Monitoring & Operations Guide

Production monitoring, alerting, and operational procedures for MeshOptixIQ.

Health Check Endpoints

Shallow Health Check

Fast health check that verifies the API server is responding:

GET /health

Response: 200 OK
{
  "status": "ok",
  "version": "1.2.0",
  "timestamp": "2026-02-16T10:30:00Z"
}

Use for load balancer health checks (fast response, no database query)

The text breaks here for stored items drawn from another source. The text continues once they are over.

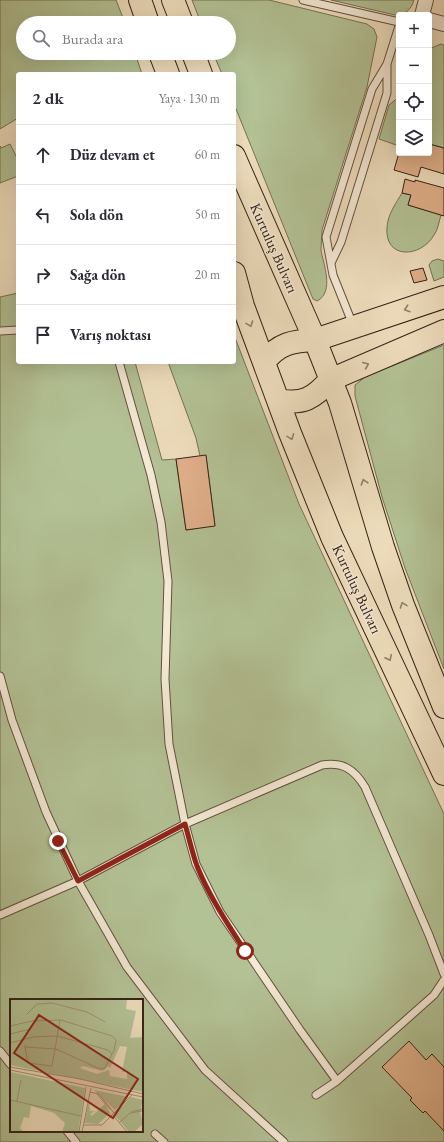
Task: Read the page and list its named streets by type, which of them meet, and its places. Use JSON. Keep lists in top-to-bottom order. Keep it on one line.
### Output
{"streets":{"main road":["Kurtuluş Bulvarı"]},"page":{"map_buttons":["+","−"],"search":"Burada ara","heading":["2 dk","Yaya · 130 m"],"list":[["Düz devam et","60 m"],["Sola dön","50 m"],["Sağa dön","20 m"],"Varış noktası"]}}
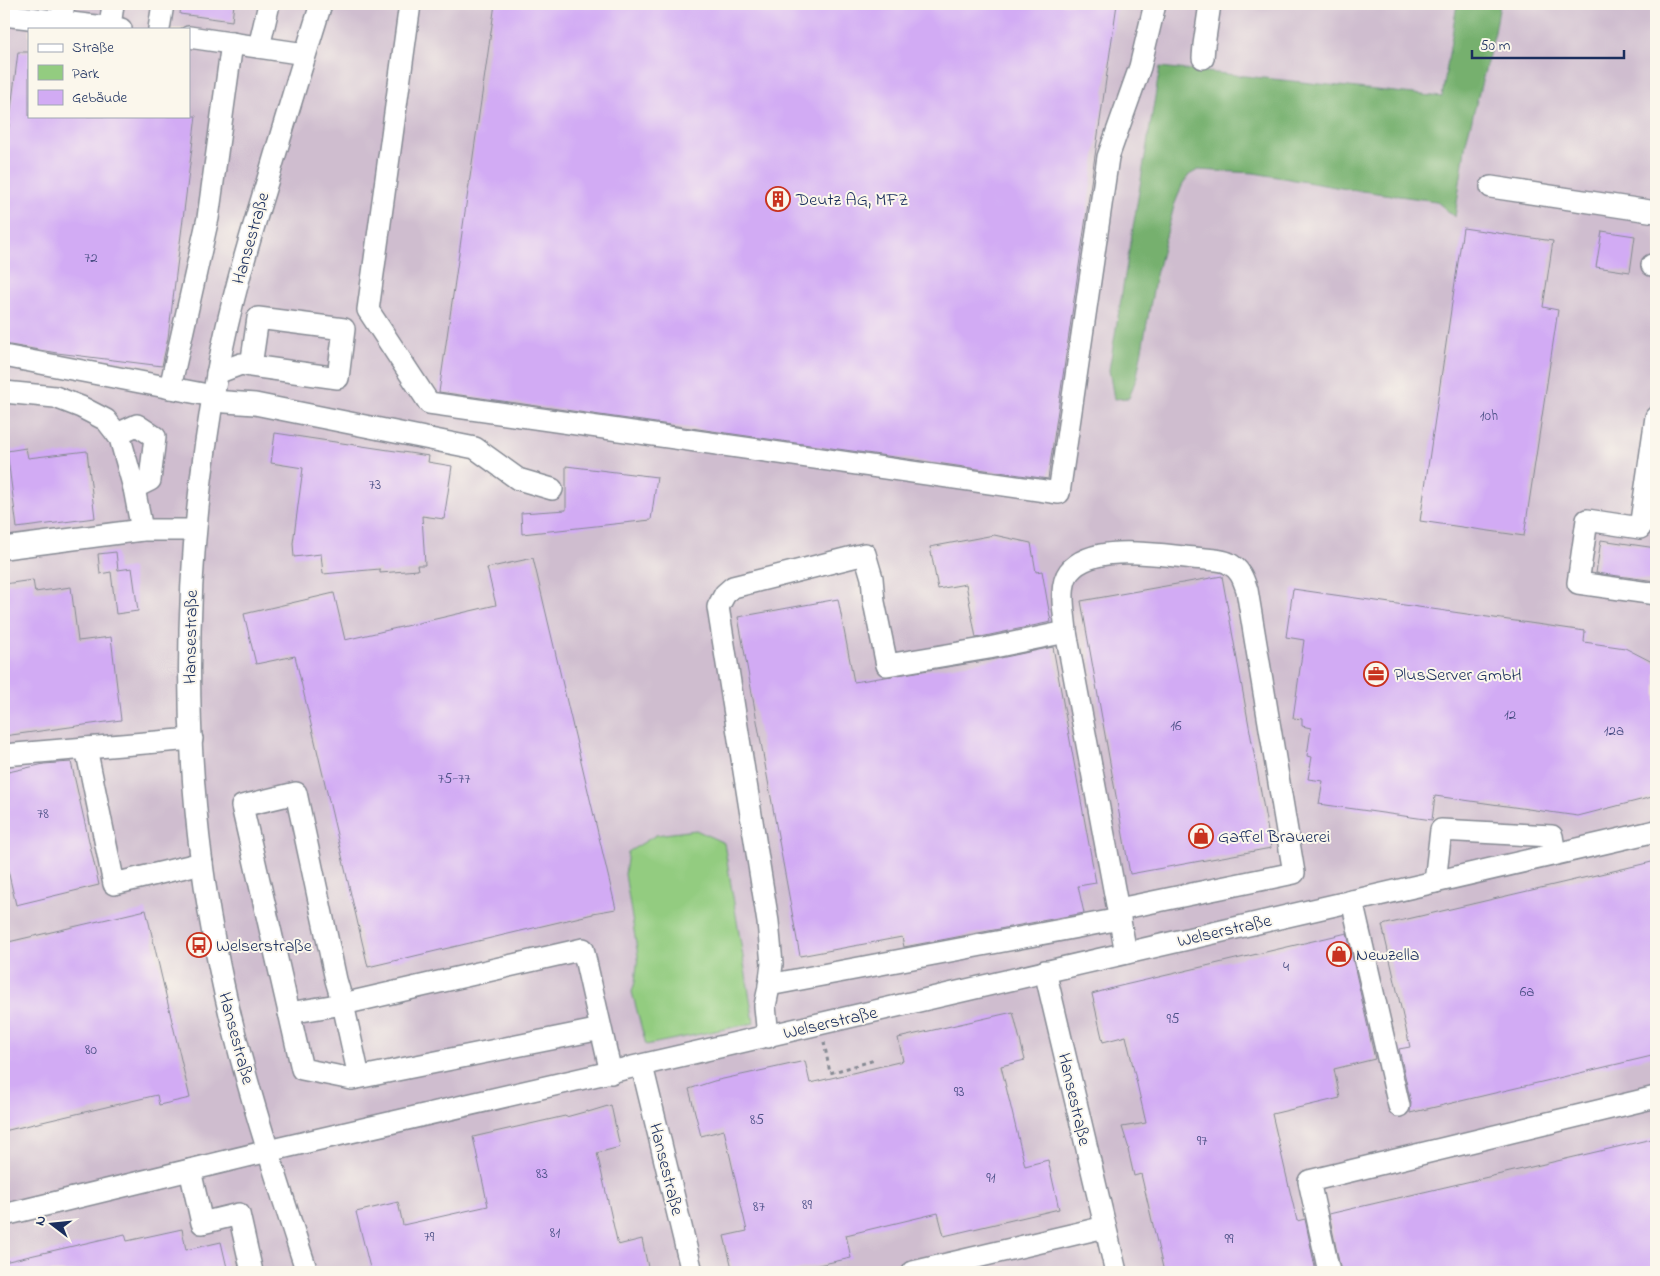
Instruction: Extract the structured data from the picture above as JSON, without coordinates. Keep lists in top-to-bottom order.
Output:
{
  "streets": {
    "street": ["Hansestraße", "Welserstraße"]
  },
  "crossings": [
    ["Hansestraße", "Welserstraße"]
  ],
  "places": {
    "building": ["Deutz AG, MFZ"],
    "office": ["PlusServer GmbH"],
    "shop": ["Gaffel Brauerei", "Newzella"],
    "bus stop": ["Welserstraße"]
  },
  "house_numbers": [
    "72",
    "10h",
    "73",
    "12",
    "16",
    "12a",
    "75-77",
    "78",
    "4",
    "6a",
    "95",
    "80",
    "93",
    "85",
    "97",
    "83",
    "91",
    "89",
    "87",
    "81",
    "79",
    "99"
  ],
  "legend": ["Straße", "Park", "Gebäude"],
  "scale_bar": "50 m",
  "north": "left"
}
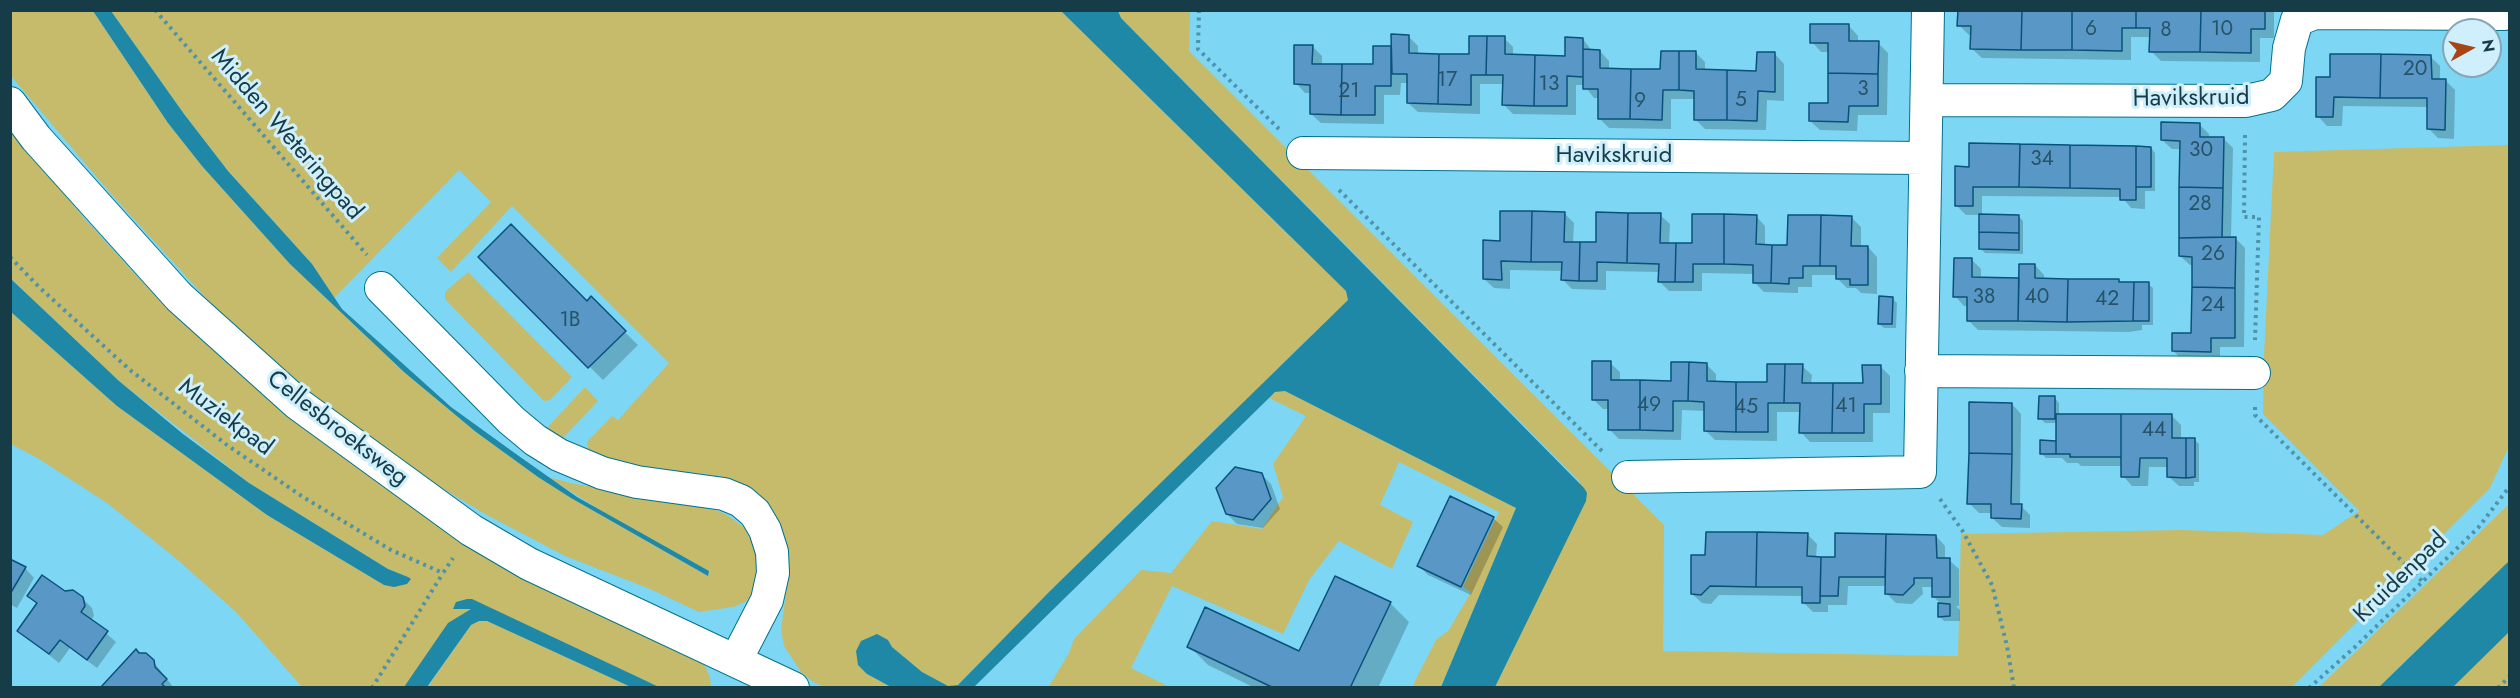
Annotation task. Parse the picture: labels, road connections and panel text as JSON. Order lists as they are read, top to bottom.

Deep Health Check (Readiness)

Comprehensive health check including database connectivity:

GET /health/ready

Response: 200 OK
{
  "status": "ok",
  "checks": {
    "database": "connected",
    "license": "valid"
  },
  "timestamp": "2026-02-16T10:30:00Z"
}

Use for Kubernetes readiness probes and operational monitoring

License Status

Returns plan tier, expiry date, and days remaining. No authentication required — safe to call from monitoring scripts and ops dashboards.

GET /health/license

Response: 200 OK
{
  "plan": "pro",
  "expires": "2026-12-31",
  "days_remaining": 310,
  "demo_mode": false
}

Use for Prometheus alerting (meshoptixiq_license_days_remaining), ops dashboards, and automated renewal reminders. days_remaining is null when no expiry date is set (perpetual license).

Key Metrics to Monitor

API Performance

Request latency: p50, p95, p99
Error rate: 4xx and 5xx responses
Request throughput: Requests/second
Concurrent connections: Active sessions

License Health

Validation time: License check latency
Grace period: Activation count
Device usage: N/M devices registered
Expiration: Days until expiry

Database Performance

Query time: Average query duration
Connection pool: Active/idle connections
Storage: Database size and growth rate
Memory: Heap usage (Neo4j)

Discovery Operations

Collection success rate: % devices collected
Collection duration: Time per run
Parser failures: Parse error count
SSH timeouts: Connection failure rate

Alert Definitions

Recommended alert thresholds based on baseline metrics:

Critical Alerts (Immediate Response)

Alert	Metric	Threshold	Window
API Error Rate High	5xx errors	> 5%	5 minutes
API Latency Critical	p99 response time	> 2000ms	5 minutes
Health Check Failing	/health/ready	3 consecutive failures	3 minutes
Database Unavailable	Connection status	Disconnected	1 minute

Warning Alerts (Investigation Required)

Alert	Metric	Threshold	Window
API Latency Elevated	p95 response time	> 1000ms	10 minutes
License Validation Slow	License check time	> 1000ms	5 minutes
Grace Period Active	Grace period rate	> 10%	1 hour
Collection Failure Rate	Failed devices	> 20%	Per run
License Expiring Soon	Days until expiry	< 30 days	Daily
GPU Temperature Critical	DCGM temp per GPU	> 80°C	1 minute
InfiniBand Ports Down	IB ports not Active	> 0	2 minutes

CloudWatch Integration

Setup CloudWatch Alarms

Configure CloudWatch alarms for production monitoring:

#!/bin/bash
# setup-cloudwatch-alarms.sh

SNS_TOPIC_ARN="arn:aws:sns:us-east-1:ACCOUNT:meshoptixiq-alerts"

# API Error Rate Alarm
aws cloudwatch put-metric-alarm \
  --alarm-name "MeshOptixIQ-API-HighErrorRate" \
  --alarm-description "5xx error rate exceeds 5%" \
  --metric-name 5XXError \
  --namespace AWS/ApiGateway \
  --statistic Average \
  --period 300 \
  --threshold 0.05 \
  --comparison-operator GreaterThanThreshold \
  --evaluation-periods 1 \
  --alarm-actions "$SNS_TOPIC_ARN"

# API Latency Alarm
aws cloudwatch put-metric-alarm \
  --alarm-name "MeshOptixIQ-API-HighLatency" \
  --alarm-description "p99 latency exceeds 2000ms" \
  --metric-name Latency \
  --namespace AWS/ApiGateway \
  --statistic p99 \
  --period 300 \
  --threshold 2000 \
  --comparison-operator GreaterThanThreshold \
  --evaluation-periods 1 \
  --alarm-actions "$SNS_TOPIC_ARN"

echo "CloudWatch alarms configured successfully"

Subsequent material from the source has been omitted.